Groupon Inc (NASDAQ:GRPN) has been a lot in the news lately, following a 5.6% stake in the company by Alibaba. However, the move from the Chinese ecommerce giant has confused a number of investors, since most had been dumping the stock. The question on the minds of most investors is: “What does Alibaba see in Groupon?” The company’s most recent financial report seems to have given investors a partial answer to this question.

Groupon had recently released its latest earnings report and has been successful in beating consensus estimates. However, the company does still remain unprofitable, with an EPS of -$0.02. Added to this, Groupon is also streamlining its business and has identified its top ten and worst markets.
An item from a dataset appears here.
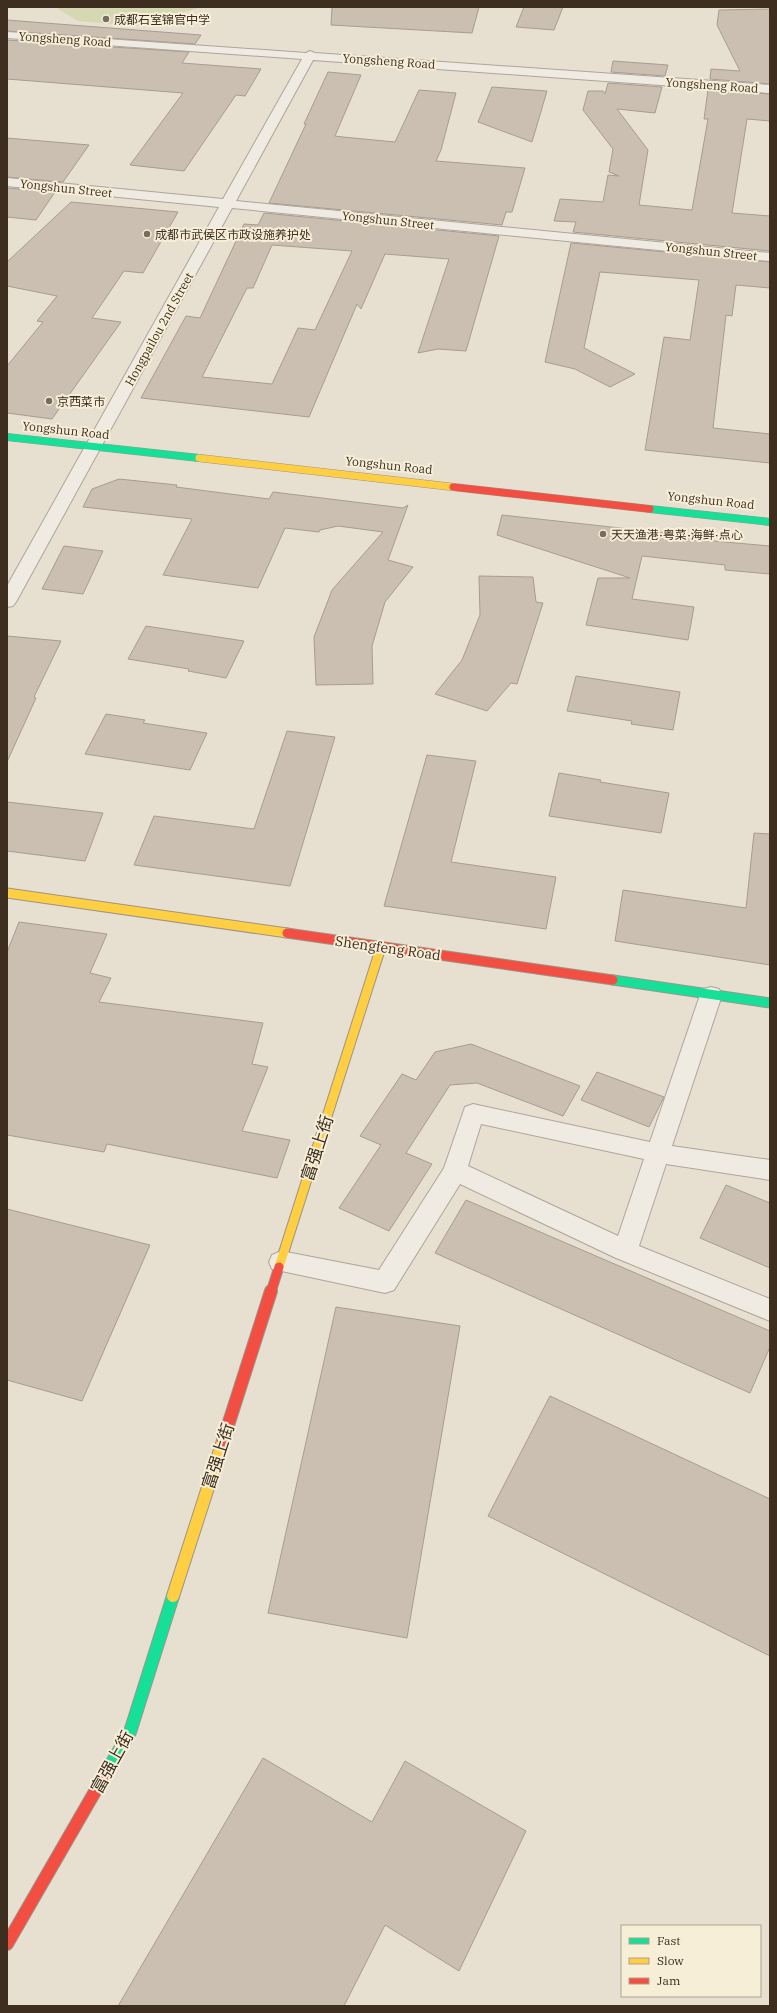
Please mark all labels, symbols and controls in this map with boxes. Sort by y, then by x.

A more detailed analysis has revealed that there had been a surge in sales in North America, which was particularly responsible for the improved earnings.

Apart from the improved finances, Groupon has undergone some changes in management, including the appointment of a new CEO. The first order of business for the new executive was revising the business model of the company to make it more efficient. The initial model demanded that a large number of people signed up in order to obtain a large discount. The new model, on the other hand, has no such conditions and offers only standard discounts. Furthermore, the new CEO also shifted the company’s focus on its core market in North America, whose success is visible in the latest filing.

Added to this, GRPN makes for a nice compliment to Alibaba’s business. The two companies can potentially work together to improve sales and improve profits. Groupon can very well become a marketing platform for merchants on Alibaba. Furthermore, Groupon is operating in a larger geographic region than Alibaba, which could mean that it can help Alibaba expand its business in those regions as well.

Groupon Inc (NASDAQ:GRPN) recorded a decline of 7.11% during the February 17 session, to reach a close at $3.79, after experiencing trade volumes of 52.89 million.